The state of patent auctions

Over at IAM Blog, they have posted a recap of the most recent ICAP-OceanTomo patent auction. The headline of posting says it all: No big bids at ICAP OT auction as most lots go unsold; but value is created nevertheless. I’m not going to argue with Joff about whether value really was created. I agree that having the auction does create some new information about pricing. But I’m not sure this is the most useful or efficient way of creating and disseminating market price information. There are other mechanisms — harkening back to the earlier days of commerce — such as clearinghouses and broker surveys. I know that some of these already exist such as large expensive surveys of licensing transactions.

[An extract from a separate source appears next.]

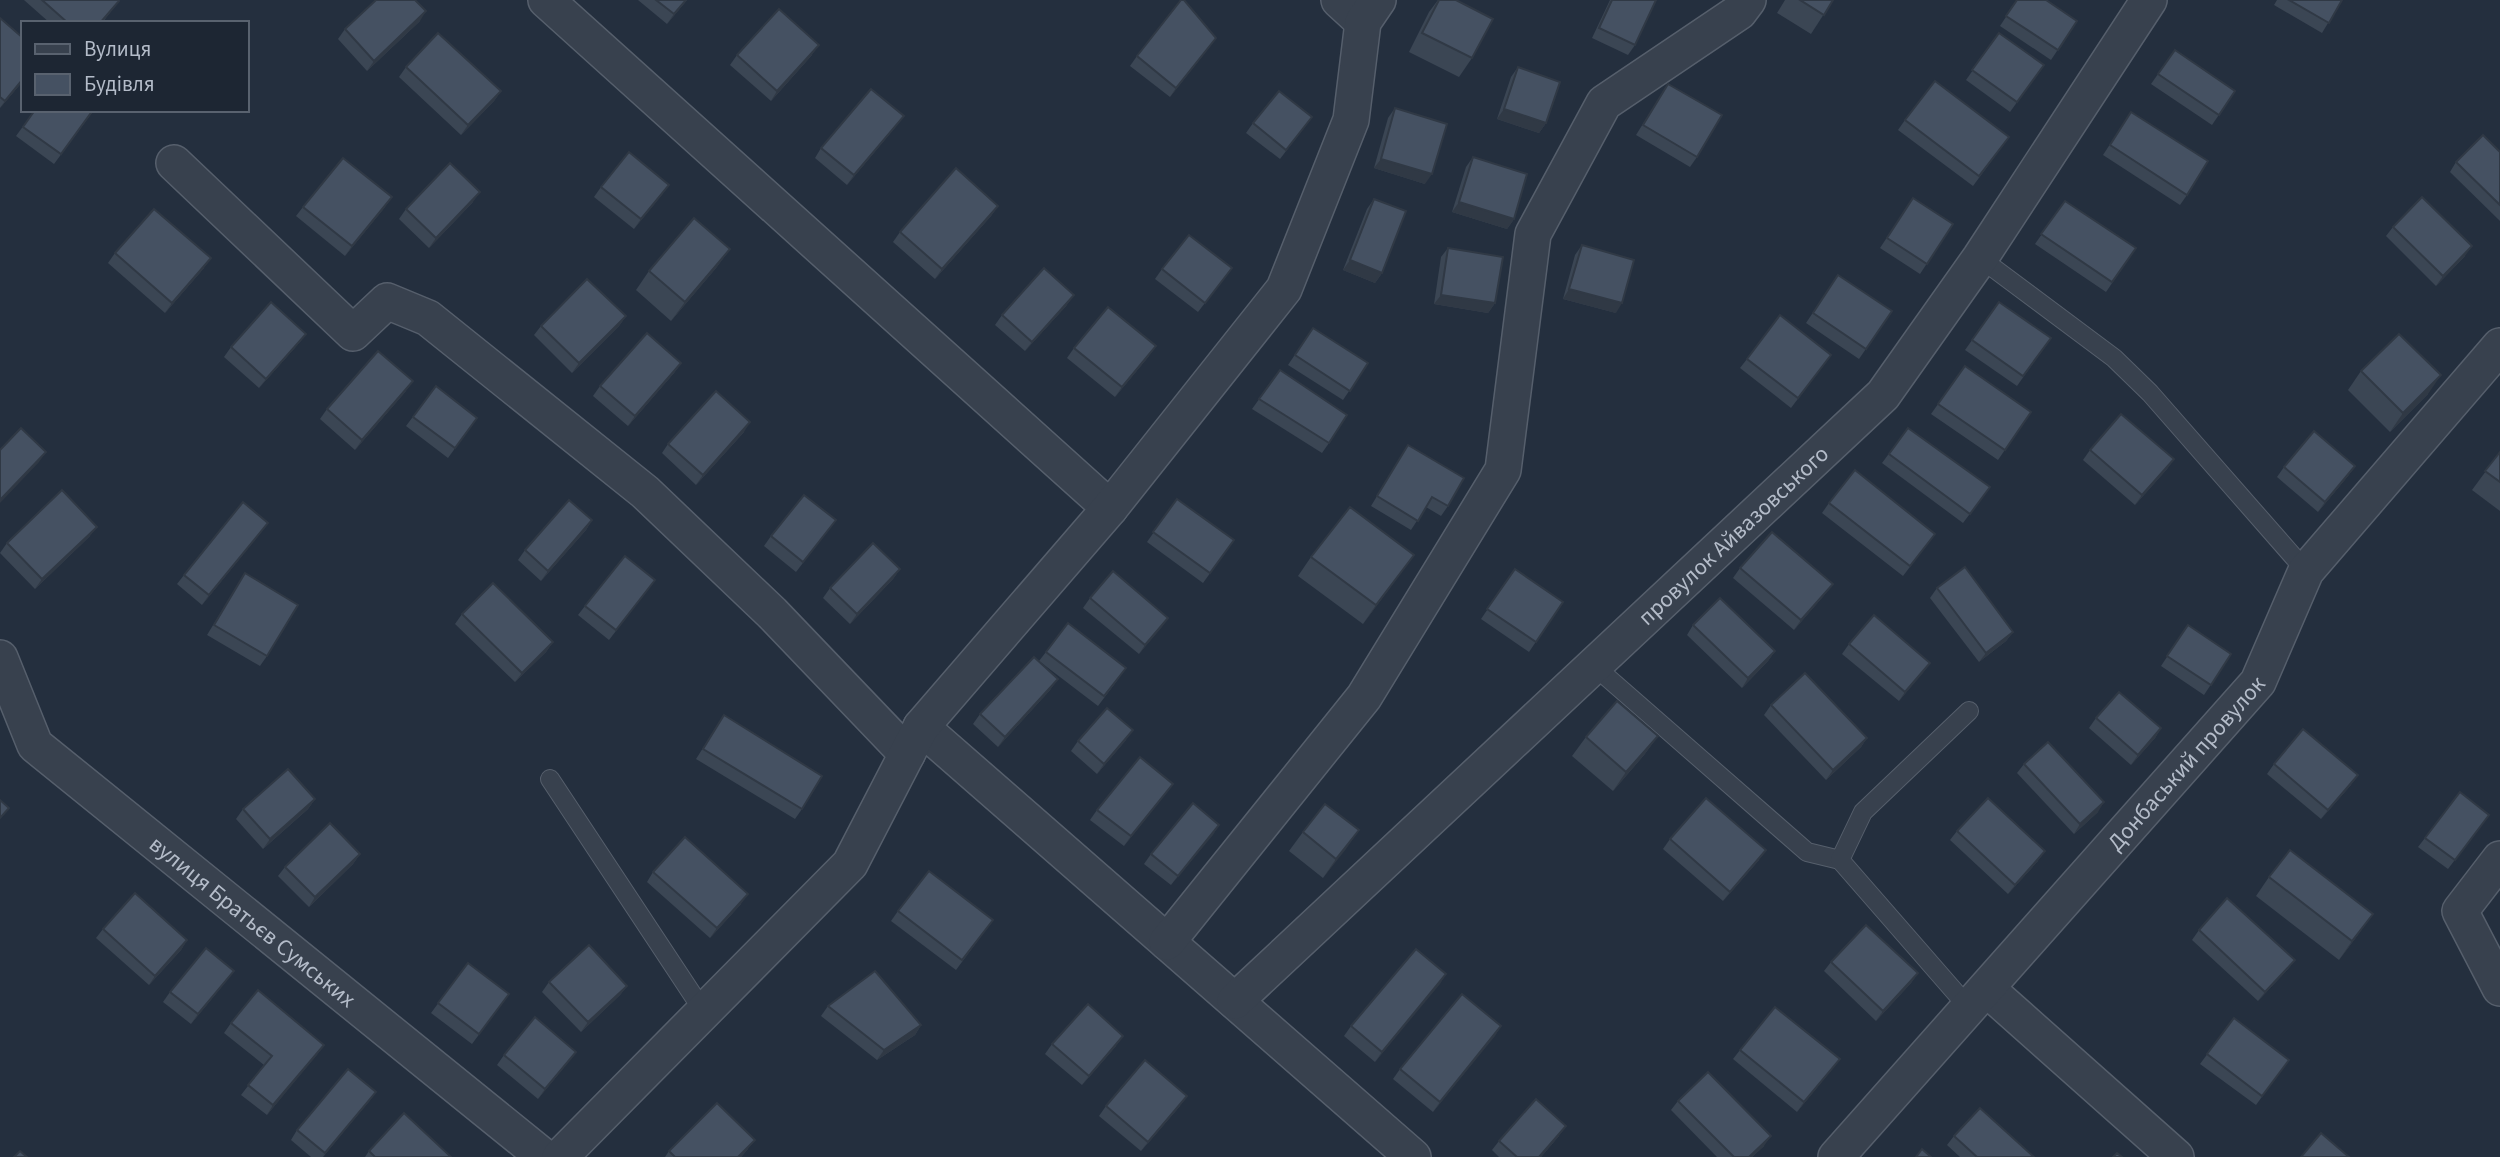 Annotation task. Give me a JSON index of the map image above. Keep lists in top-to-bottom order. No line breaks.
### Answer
{"streets":{"street":["провулок Айвазовського","Донбаський провулок","вулиця Братьєв Сумських"]},"legend":["Вулиця","Будівля"]}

But we might want to think about other ways to pierce the veil of, as Joff puts it, “what is normally a very opaque world.” One way might be through enhanced corporate reporting (see our ealier report Reporting Intangibles: A Hard Look at Improving Business Information in the US). For example, there could be more detailed disclosure of what companies (and universities) sold and bought and the price. I realize that such disclosure will raise howls of protest about “confidential information.” But, the same cries were heard in the past about giving investors even basic information such as revenues.
On other point on the auction. The IAM blog posting has the follow analysis from Terry Ludlow of Chipworks: “High quality and valuable patents still sell for good prices where there is a valid business proposition – but, no-one is snapping up speculative high risk IP.” I think that is a succinct and insightful statement about the state of the market. Enough said.